コンビニ殺傷事件、札幌地裁が懲役30年の実刑判決 “心神喪失”争点の行方

2025年7月2日、札幌地裁(井戸俊一裁判長)は、2024年2月に発生した札幌市北区のコンビニエンスストアでの刃物による3人殺傷事件について、犯人の男(宮西浩隆被告、45歳、無職)に求刑通り懲役30年の実刑判決を言い渡しました 

事件は2024年2月、北区内のセイコーマート北31条店で発生し、宮西被告は勤務中の40歳男性社員を殺害し、他の2人にも重傷を負わせるという衝撃的な犯行に及びました 

公判では、弁護側が「妄想型統合失調症により事件当時は心神喪失状態にあった」と無罪を主張していたのに対し、検察側は「統合失調症とはいえ、心神耗弱状態にあったとはいえ、責任能力は認められ、有期刑が相応」と主張。最終的に裁判所は、被告が「刃物で刺す行為が悪いと認識していた」と指摘しつつ、「妄想は本人の行動を指示するほどではなかった」と判断しました。これにより、有期刑の上限である30年の実刑判決が下されました 

判決当日、宮西被告は無表情で判決を聞き、「反省の態度は見られない」と裁判長は評価。
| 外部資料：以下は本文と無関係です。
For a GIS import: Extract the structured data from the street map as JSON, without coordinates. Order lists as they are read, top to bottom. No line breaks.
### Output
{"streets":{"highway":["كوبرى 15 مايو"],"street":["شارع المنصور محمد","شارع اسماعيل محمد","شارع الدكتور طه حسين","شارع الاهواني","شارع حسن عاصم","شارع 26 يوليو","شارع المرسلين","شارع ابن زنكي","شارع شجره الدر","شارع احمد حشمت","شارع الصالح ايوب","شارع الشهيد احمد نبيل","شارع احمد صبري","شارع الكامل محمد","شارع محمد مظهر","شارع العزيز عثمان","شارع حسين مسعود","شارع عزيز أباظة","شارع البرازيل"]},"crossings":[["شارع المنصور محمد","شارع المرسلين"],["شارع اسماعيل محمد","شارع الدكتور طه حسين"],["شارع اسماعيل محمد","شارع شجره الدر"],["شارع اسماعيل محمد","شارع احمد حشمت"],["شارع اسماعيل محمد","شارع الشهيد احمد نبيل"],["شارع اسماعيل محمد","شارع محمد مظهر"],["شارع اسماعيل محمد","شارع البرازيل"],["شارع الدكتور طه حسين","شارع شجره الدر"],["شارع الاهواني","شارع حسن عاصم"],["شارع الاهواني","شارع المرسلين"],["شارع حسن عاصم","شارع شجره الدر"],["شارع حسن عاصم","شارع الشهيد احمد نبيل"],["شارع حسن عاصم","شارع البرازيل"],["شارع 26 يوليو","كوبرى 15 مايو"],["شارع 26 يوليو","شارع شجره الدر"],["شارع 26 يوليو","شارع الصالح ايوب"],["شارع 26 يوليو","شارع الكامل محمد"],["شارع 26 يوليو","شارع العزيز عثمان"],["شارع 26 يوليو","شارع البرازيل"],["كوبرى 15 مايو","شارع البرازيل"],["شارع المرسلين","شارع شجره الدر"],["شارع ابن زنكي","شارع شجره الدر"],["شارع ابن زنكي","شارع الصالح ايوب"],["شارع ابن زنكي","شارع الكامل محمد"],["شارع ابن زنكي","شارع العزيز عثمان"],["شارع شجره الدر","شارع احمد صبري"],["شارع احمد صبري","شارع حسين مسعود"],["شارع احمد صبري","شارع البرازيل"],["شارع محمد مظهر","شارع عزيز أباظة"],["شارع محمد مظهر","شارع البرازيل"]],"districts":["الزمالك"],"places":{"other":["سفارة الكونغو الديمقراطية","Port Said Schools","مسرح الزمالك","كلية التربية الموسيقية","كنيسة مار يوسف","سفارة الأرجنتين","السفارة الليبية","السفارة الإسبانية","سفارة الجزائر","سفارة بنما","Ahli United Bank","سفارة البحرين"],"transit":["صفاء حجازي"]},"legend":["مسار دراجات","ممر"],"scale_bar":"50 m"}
被害者遺族席からはすすり泣く声が聞かれ、被害者の妻は「判決が出ても、夫は戻ってこない」と涙ながらに語ったと報道されました 

本件について、裁判長は判決理由で「被告人は妄想の影響下にあった」と一部認めつつも、「行為の計画性や残虐性が顕著であり、人命を軽視する態度が明らかである」と述べ、有期刑の上限判決が妥当と判断しています 

今回の判決は、「心神喪失」と「心神耗弱」の境界線をめぐる日本の刑事司法における重要な判断であり、今後の精神障害を抱える被告に対する司法判断にも影響が予想されます。

札幌地裁・井戸裁判長は判決後、「刑事責任能力は認められ、情状を考慮しても有期刑の上限判決が相当」とのコメントを発表しています。一方、弁護側は判決を不服として控訴を示唆しており、今後の動向にも注視が必要です。